[Start of section]
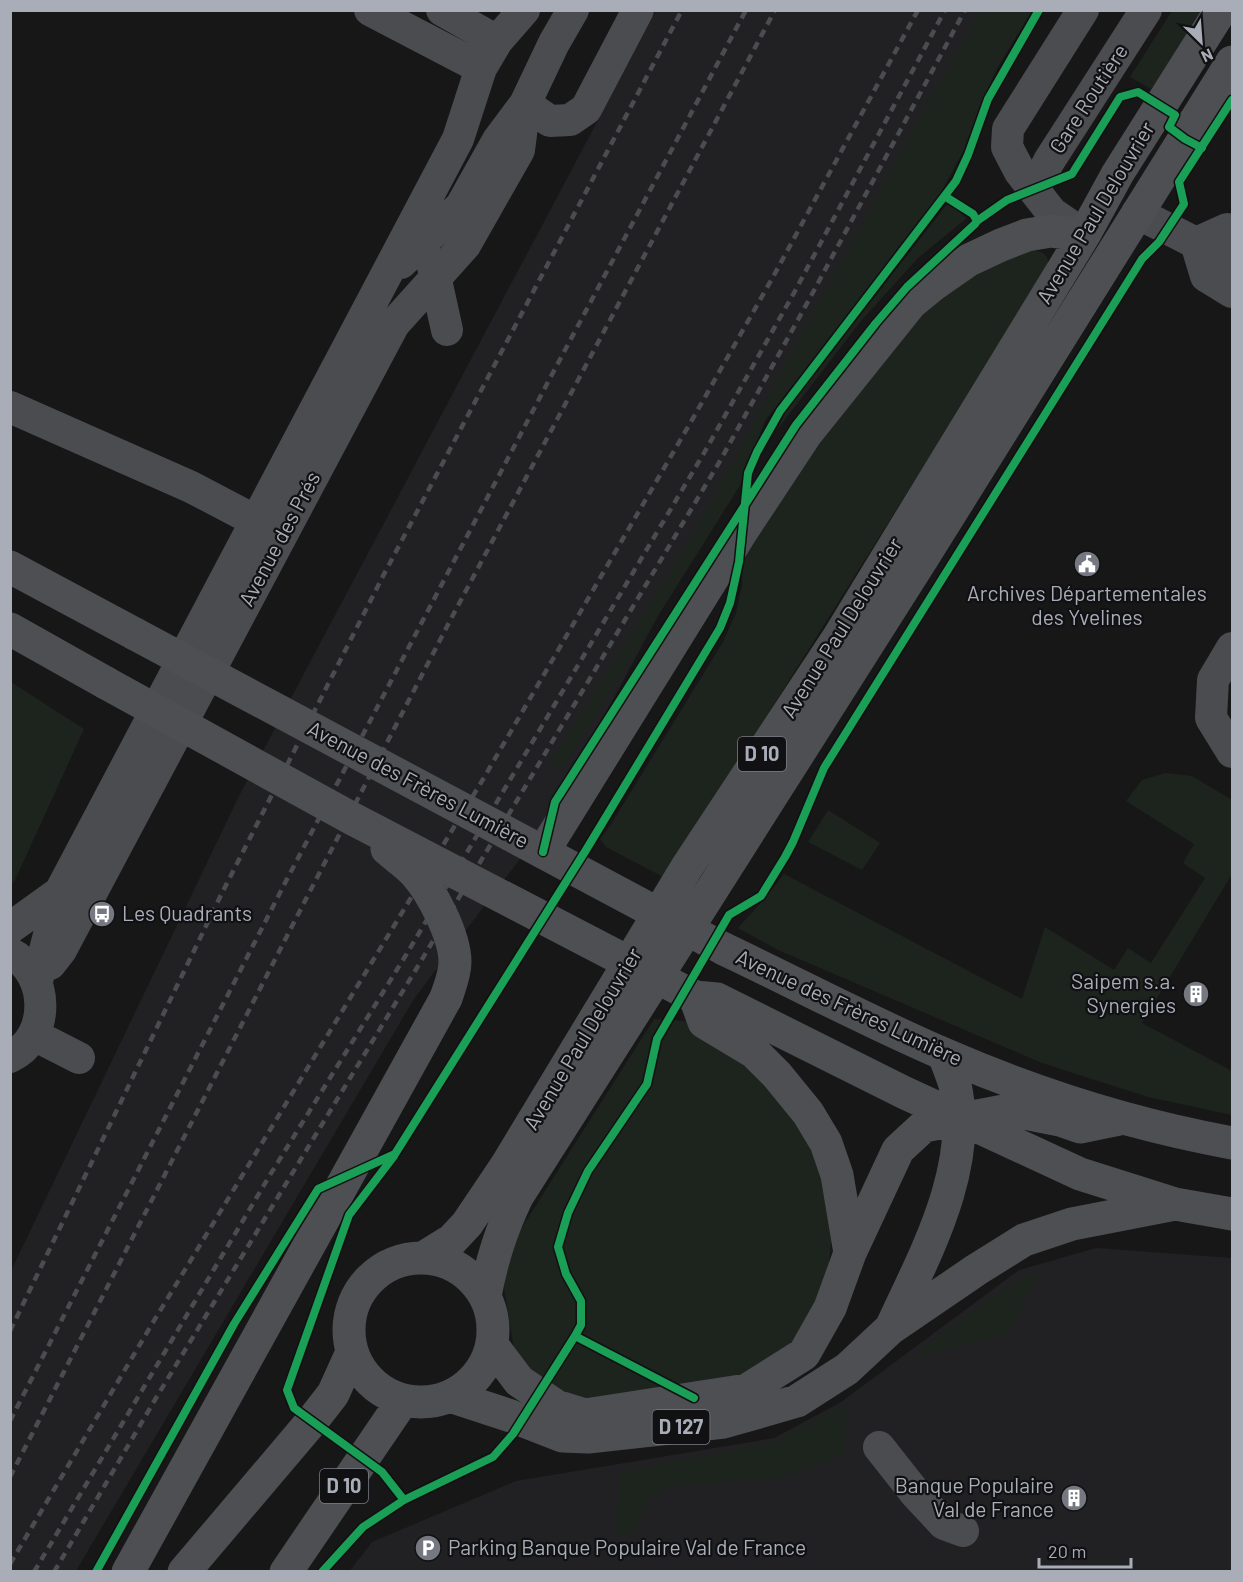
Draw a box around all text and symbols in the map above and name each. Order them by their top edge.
north arrow [1171,12,1231,72]
street label: Gare Routière [1043,39,1132,157]
text: N [1199,45,1216,67]
street label: Avenue Paul Delouvrier [1030,116,1159,308]
street label: Avenue des Prés [233,467,325,610]
street label: Avenue Paul Delouvrier [775,532,907,722]
public building icon: Archives Départementales des Yvelines [1072,549,1102,579]
place label: Archives Départementales des Yvelines [967,580,1207,629]
street label: Avenue des Frères Lumière [304,715,534,853]
road number: D 10 [738,737,786,771]
bus stop icon: Les Quadrants [87,899,117,929]
place label: Les Quadrants [122,900,252,925]
street label: Avenue Paul Delouvrier [517,942,646,1134]
street label: Avenue des Frères Lumière [733,943,967,1070]
place label: Saipem s.a. Synergies [1071,968,1176,1017]
building icon: Saipem s.a. Synergies [1181,979,1211,1009]
road number: D 127 [652,1410,710,1444]
road number: D 10 [320,1469,368,1503]
place label: Banque Populaire Val de France [895,1472,1054,1521]
building icon: Banque Populaire Val de France [1059,1483,1089,1513]
scale bar [1039,1531,1130,1569]
parking icon: Parking Banque Populaire Val de France [413,1533,443,1563]
place label: Parking Banque Populaire Val de France [448,1534,806,1559]
text: 20 m [1048,1540,1086,1562]

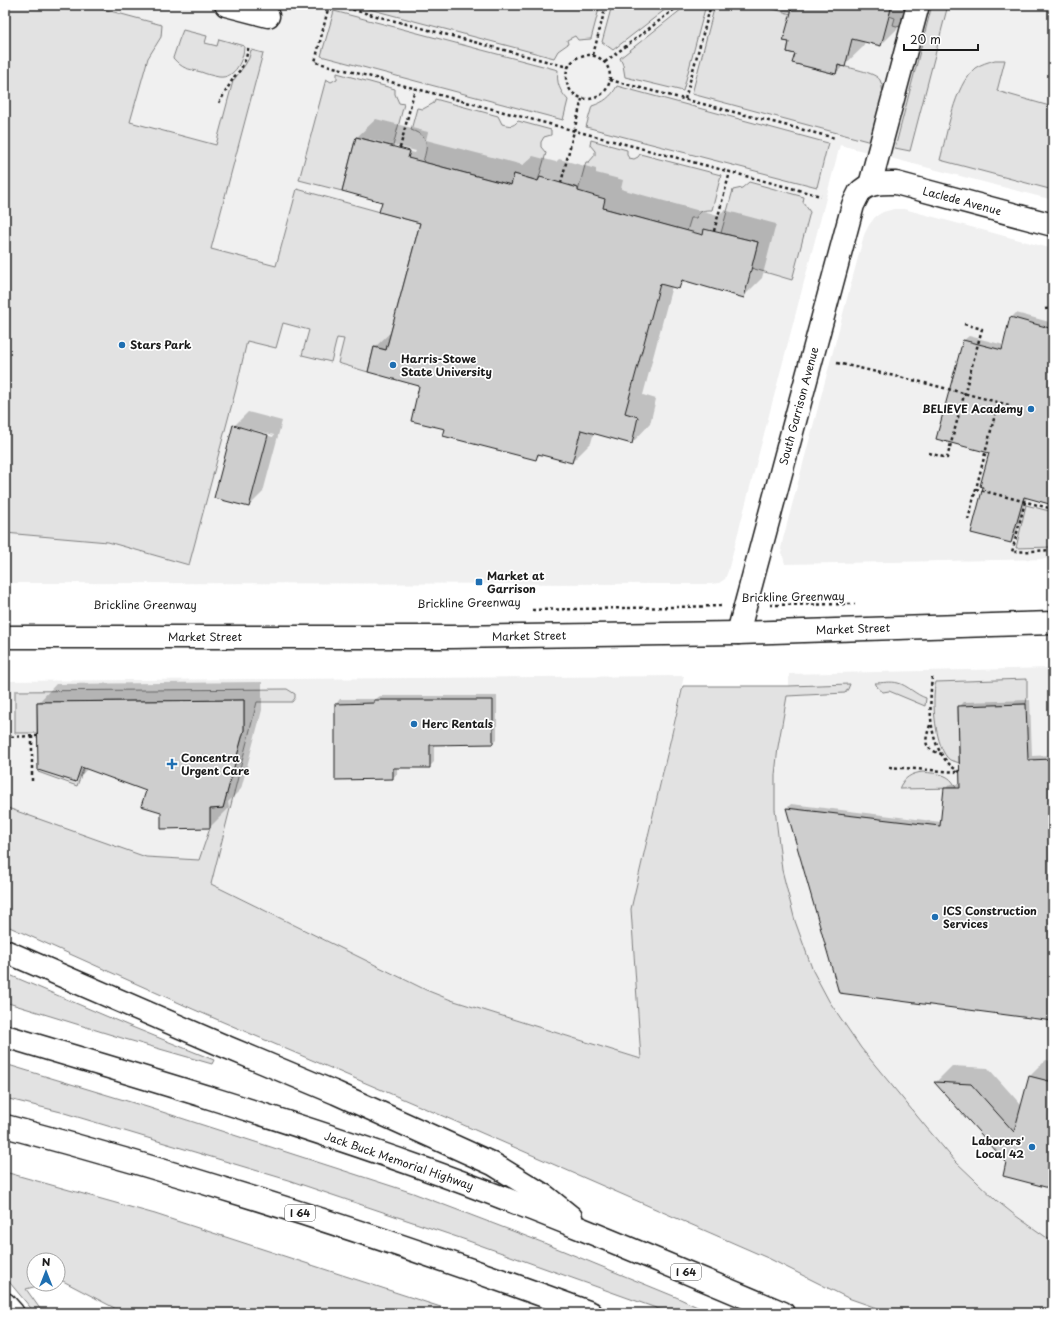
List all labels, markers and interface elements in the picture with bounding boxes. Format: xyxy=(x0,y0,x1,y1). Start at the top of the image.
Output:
scale bar xyxy=(904,26,978,52)
text: 20 m xyxy=(910,30,941,48)
street label: Laclede Avenue xyxy=(921,182,1004,219)
place label: Stars Park xyxy=(130,336,192,353)
marker: Stars Park xyxy=(117,340,127,350)
street label: South Garrison Avenue xyxy=(775,345,822,467)
place label: Harris-Stowe State University xyxy=(401,350,492,380)
marker: Harris-Stowe State University xyxy=(388,360,398,370)
place label: BELIEVE Academy xyxy=(922,400,1023,417)
marker: BELIEVE Academy xyxy=(1026,404,1036,414)
place label: Market at Garrison xyxy=(487,567,545,597)
marker: Market at Garrison xyxy=(474,577,484,587)
street label: Brickline Greenway xyxy=(741,587,845,606)
street label: Brickline Greenway xyxy=(417,593,521,612)
street label: Brickline Greenway xyxy=(93,596,197,613)
street label: Market Street xyxy=(816,619,891,638)
street label: Market Street xyxy=(492,626,567,645)
street label: Market Street xyxy=(168,628,243,645)
place label: Herc Rentals xyxy=(422,715,493,732)
marker: Herc Rentals xyxy=(409,719,419,729)
place label: Concentra Urgent Care xyxy=(181,749,250,779)
marker: Concentra Urgent Care xyxy=(166,758,178,770)
place label: ICS Construction Services xyxy=(943,902,1037,932)
marker: ICS Construction Services xyxy=(930,912,940,922)
street label: Jack Buck Memorial Highway xyxy=(322,1127,476,1194)
place label: Laborers' Local 42 xyxy=(972,1132,1024,1162)
marker: Laborers' Local 42 xyxy=(1027,1142,1037,1152)
road number: I 64 xyxy=(285,1205,315,1221)
north arrow xyxy=(26,1252,66,1292)
text: N xyxy=(42,1253,51,1270)
road number: I 64 xyxy=(671,1264,701,1280)

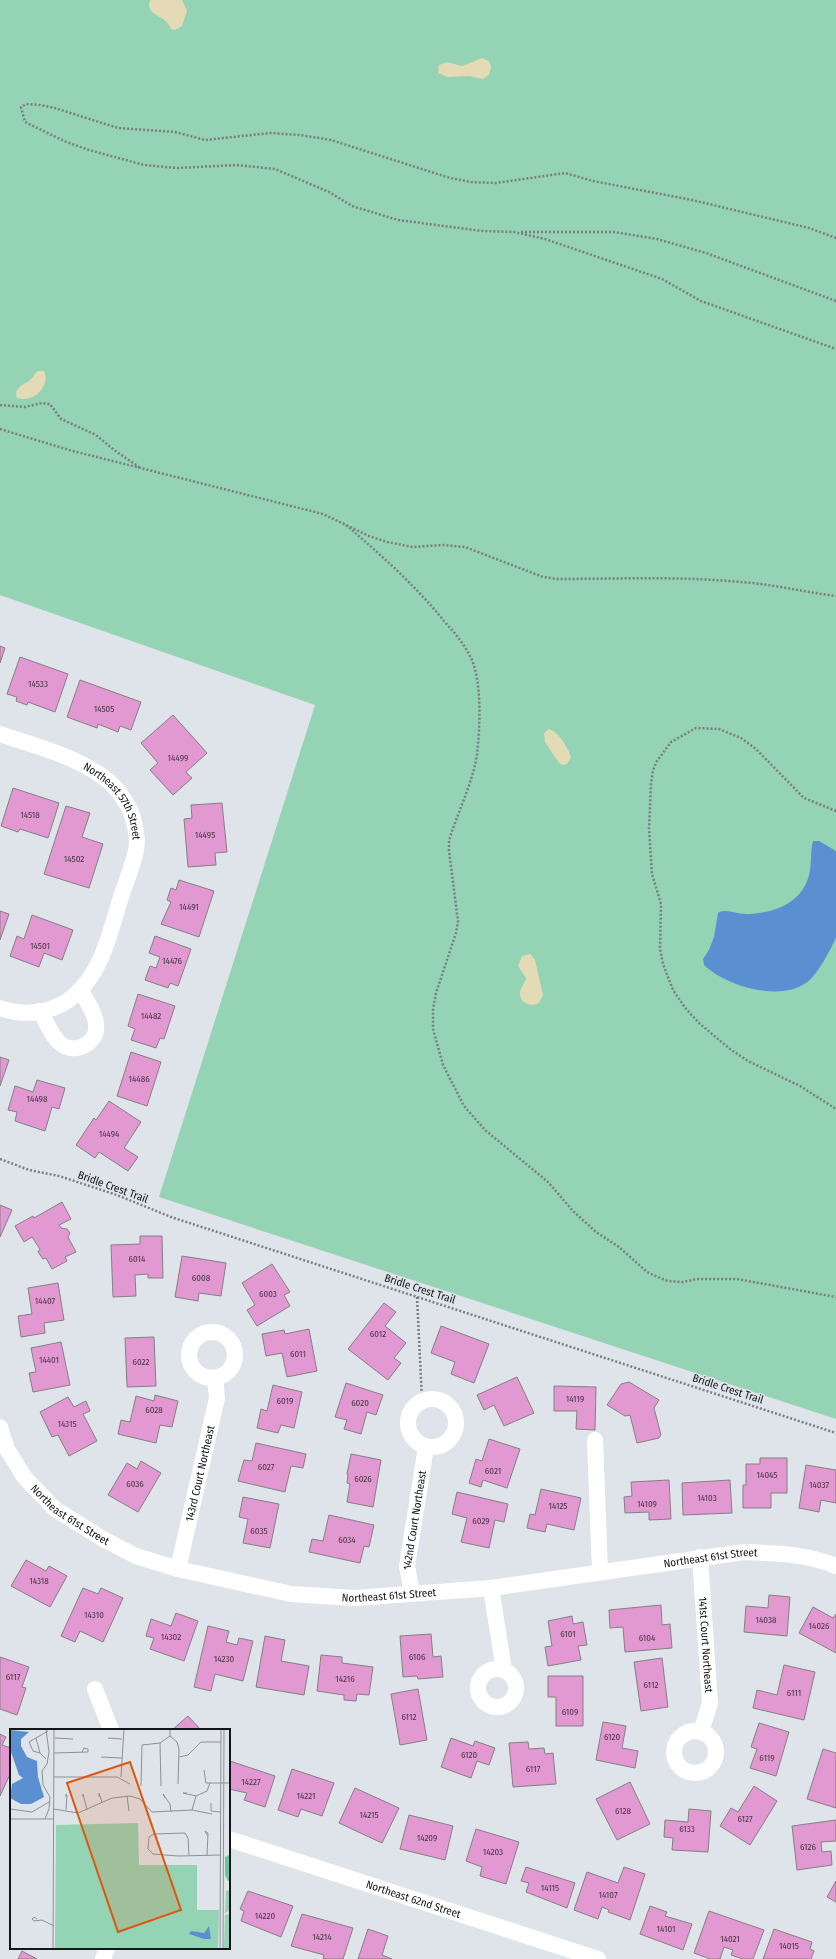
[End of section]
→ **What the exercise asks**:
All lines of the material that contain the string "Départementales" are to be copied.

→ **Answer section**:
public building icon: Archives Départementales des Yvelines [1072,549,1102,579]
place label: Archives Départementales des Yvelines [967,580,1207,629]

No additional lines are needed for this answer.